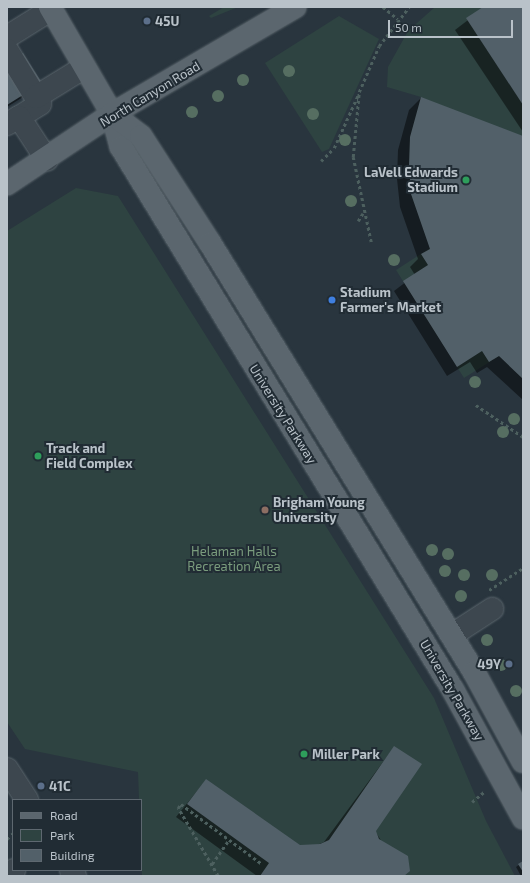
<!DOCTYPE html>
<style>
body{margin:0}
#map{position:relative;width:530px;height:883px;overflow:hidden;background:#29353e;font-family:"Exo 2",sans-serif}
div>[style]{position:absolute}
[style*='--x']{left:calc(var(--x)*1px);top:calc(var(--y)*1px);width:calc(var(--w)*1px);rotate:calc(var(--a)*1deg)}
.green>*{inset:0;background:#2e4341}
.shadow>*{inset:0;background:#0007}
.building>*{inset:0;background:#526069}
.path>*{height:2.5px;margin-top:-1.25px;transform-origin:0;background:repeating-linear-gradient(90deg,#4d605f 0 3px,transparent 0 6px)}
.roads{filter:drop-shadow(0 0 1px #5a656c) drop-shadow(0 0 1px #5a656c)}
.minor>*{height:22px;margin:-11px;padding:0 11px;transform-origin:11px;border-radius:11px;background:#3d474f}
.major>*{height:22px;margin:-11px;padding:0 11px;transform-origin:11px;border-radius:11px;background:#5b666e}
.trees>*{width:12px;height:12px;margin:-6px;border-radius:50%;background:#566e61}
.dots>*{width:11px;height:11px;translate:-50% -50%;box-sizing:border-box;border:2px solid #212c34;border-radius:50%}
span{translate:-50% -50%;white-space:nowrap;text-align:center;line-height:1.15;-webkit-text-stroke:4px #212c34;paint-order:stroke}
.poi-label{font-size:13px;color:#b9c2c9;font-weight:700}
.left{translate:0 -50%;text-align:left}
.right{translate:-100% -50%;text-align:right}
.street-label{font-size:13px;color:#b9c2c9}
.park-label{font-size:13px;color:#7a9c7d}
.frame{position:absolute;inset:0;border:8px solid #b9c2c9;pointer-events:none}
.legend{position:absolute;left:12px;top:799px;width:130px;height:72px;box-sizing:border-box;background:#212c34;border:1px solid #5e6870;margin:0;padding:5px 7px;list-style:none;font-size:12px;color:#b9c2c9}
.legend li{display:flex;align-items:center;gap:8px;height:20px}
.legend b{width:20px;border:1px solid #5e6870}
.scale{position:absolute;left:388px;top:20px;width:125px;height:18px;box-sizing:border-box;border:2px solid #b9c2c9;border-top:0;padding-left:5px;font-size:12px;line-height:14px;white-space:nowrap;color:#b9c2c9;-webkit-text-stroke:3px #212c34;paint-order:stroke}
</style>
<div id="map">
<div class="green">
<i style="clip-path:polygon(224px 7px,238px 7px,211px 18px,209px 16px)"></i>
<i style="clip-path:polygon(435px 7px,523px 7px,523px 379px,499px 356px,464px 378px,396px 270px,430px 248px,411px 194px,409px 166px,410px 137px,421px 97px,387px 87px,388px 67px,408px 31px)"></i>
<i style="clip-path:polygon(339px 16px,379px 39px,329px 149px,322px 152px,265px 63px)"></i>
<i style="clip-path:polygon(76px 188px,118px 196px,434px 698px,486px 821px,515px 876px,142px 876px,138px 772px,25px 749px,7px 722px,7px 231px)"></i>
</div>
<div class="shadow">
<i style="clip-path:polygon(485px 7px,523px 7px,523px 132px,455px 30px)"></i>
<i style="clip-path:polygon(7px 65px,31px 92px,7px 107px)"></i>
<i style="clip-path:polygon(421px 98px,523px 138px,523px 400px,487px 367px,477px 373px,470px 362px,447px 376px,394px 291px,415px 275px,410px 267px,418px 259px,400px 207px,397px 179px,398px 150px,409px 110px)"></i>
<i style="clip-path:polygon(394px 747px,375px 831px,404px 876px,257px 876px,176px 817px,206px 780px,299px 846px,310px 848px,324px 842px)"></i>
<i style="clip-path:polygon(523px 862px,523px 876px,521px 876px,516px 867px)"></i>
</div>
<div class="building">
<i style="clip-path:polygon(483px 7px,523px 7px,523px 105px,466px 18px)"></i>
<i style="clip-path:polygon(23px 53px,42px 83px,7px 105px,7px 64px)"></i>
<i style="clip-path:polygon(421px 97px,523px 136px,523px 379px,499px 356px,489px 362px,482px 351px,457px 367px,403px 281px,428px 265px,421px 254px,430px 249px,411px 194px,409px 166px,410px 137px)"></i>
<i style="clip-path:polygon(394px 746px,422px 764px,376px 831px,379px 839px,408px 856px,410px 871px,404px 876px,260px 876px,269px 863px,187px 804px,206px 779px,300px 845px,320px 844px,329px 840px)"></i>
<i style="clip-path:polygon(523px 861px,523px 872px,518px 864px)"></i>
</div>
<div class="path">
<i style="--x:383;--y:7;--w:19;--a:39"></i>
<i style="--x:321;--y:161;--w:18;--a:-45"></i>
<i style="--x:334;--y:148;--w:58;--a:-65.6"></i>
<i style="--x:358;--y:221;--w:9;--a:-58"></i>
<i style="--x:371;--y:242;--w:87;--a:-102"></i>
<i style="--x:353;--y:157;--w:65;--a:-84.7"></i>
<i style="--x:359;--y:92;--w:50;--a:-66.5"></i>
<i style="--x:379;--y:46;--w:49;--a:-52.4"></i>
<i style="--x:476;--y:405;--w:57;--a:34.2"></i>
<i style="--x:489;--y:590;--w:40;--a:-32.9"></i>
<i style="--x:472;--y:802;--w:17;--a:-40"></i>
<i style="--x:7;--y:839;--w:8;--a:-45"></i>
<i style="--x:212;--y:864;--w:29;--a:-55"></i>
<i style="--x:218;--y:876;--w:79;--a:-120.5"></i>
<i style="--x:178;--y:808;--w:5;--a:-53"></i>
<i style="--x:181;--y:804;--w:101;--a:36.5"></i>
</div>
<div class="roads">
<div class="minor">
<i style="--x:7;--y:37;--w:53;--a:-31.9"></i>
<i style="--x:7;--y:50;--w:63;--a:58.6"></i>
<i style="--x:40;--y:104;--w:25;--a:148"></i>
<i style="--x:36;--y:97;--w:57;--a:-31.5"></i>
<i style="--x:7;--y:124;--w:14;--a:-30"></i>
<i style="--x:19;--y:117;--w:51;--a:56.9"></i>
<i style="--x:452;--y:635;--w:48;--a:-33"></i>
<i style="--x:7;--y:769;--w:37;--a:57"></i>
<i style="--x:71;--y:870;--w:7;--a:56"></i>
<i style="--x:9;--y:876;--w:8;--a:-50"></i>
</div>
<div class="major">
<i style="--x:50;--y:7;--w:124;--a:59.9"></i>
<i style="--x:112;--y:114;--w:34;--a:75"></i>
<i style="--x:121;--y:147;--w:636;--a:58.56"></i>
<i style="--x:453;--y:690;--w:146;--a:61.3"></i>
<i style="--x:112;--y:114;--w:36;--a:37"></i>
<i style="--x:141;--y:136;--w:127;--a:57.2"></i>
<i style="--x:210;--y:243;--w:504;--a:58.39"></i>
<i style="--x:474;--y:672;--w:102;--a:61.4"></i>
<i style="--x:7;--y:184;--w:126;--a:-33.7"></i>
<i style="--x:112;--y:114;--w:212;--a:-30.3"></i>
</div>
</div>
<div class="trees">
<i style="left:289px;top:71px"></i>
<i style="left:243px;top:80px"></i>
<i style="left:218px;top:96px"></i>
<i style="left:192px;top:112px"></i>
<i style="left:313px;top:114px"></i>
<i style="left:345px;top:140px"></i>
<i style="left:351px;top:201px"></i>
<i style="left:394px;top:260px"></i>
<i style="left:475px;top:382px"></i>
<i style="left:514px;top:419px"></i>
<i style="left:503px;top:432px"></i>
<i style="left:432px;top:550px"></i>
<i style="left:448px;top:554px"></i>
<i style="left:445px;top:571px"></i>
<i style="left:464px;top:575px"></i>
<i style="left:492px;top:575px"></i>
<i style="left:461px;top:596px"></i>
<i style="left:487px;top:640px"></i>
<i style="left:501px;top:665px"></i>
<i style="left:516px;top:691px"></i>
</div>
<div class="dots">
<i style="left:147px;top:21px;background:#5c6f8a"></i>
<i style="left:466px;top:180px;background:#2e9e5b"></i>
<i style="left:332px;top:300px;background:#3f7fe0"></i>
<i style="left:38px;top:456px;background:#2e9e5b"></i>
<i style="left:265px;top:510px;background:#8d6e63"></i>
<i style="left:509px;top:664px;background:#5c6f8a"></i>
<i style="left:304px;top:754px;background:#2e9e5b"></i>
<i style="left:41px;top:786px;background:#5c6f8a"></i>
</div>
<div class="poi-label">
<span class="left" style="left:155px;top:21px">45U</span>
<span class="right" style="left:458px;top:180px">LaVell Edwards<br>Stadium</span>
<span class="left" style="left:340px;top:300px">Stadium<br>Farmer's Market</span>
<span class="left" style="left:46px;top:456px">Track and<br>Field Complex</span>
<span class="left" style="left:273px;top:510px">Brigham Young<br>University</span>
<span class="right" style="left:501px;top:664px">49Y</span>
<span class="left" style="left:312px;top:754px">Miller Park</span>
<span class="left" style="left:49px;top:786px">41C</span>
</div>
<div class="street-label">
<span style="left:150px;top:94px;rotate:-31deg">North Canyon Road</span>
<span style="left:283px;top:414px;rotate:58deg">University Parkway</span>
<span style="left:452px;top:690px;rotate:60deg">University Parkway</span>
</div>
<div class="park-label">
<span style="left:234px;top:559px">Helaman Halls<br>Recreation Area</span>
</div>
<div class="frame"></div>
<ul class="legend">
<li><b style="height:5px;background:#5b666e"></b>Road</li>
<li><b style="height:11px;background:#2e4341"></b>Park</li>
<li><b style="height:11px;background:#526069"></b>Building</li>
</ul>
<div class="scale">50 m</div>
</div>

> **What is expected**: Report every line of the data in which "shadow" appears.

> **Exercise output**:
.shadow>*{inset:0;background:#0007}
.roads{filter:drop-shadow(0 0 1px #5a656c) drop-shadow(0 0 1px #5a656c)}
<div class="shadow">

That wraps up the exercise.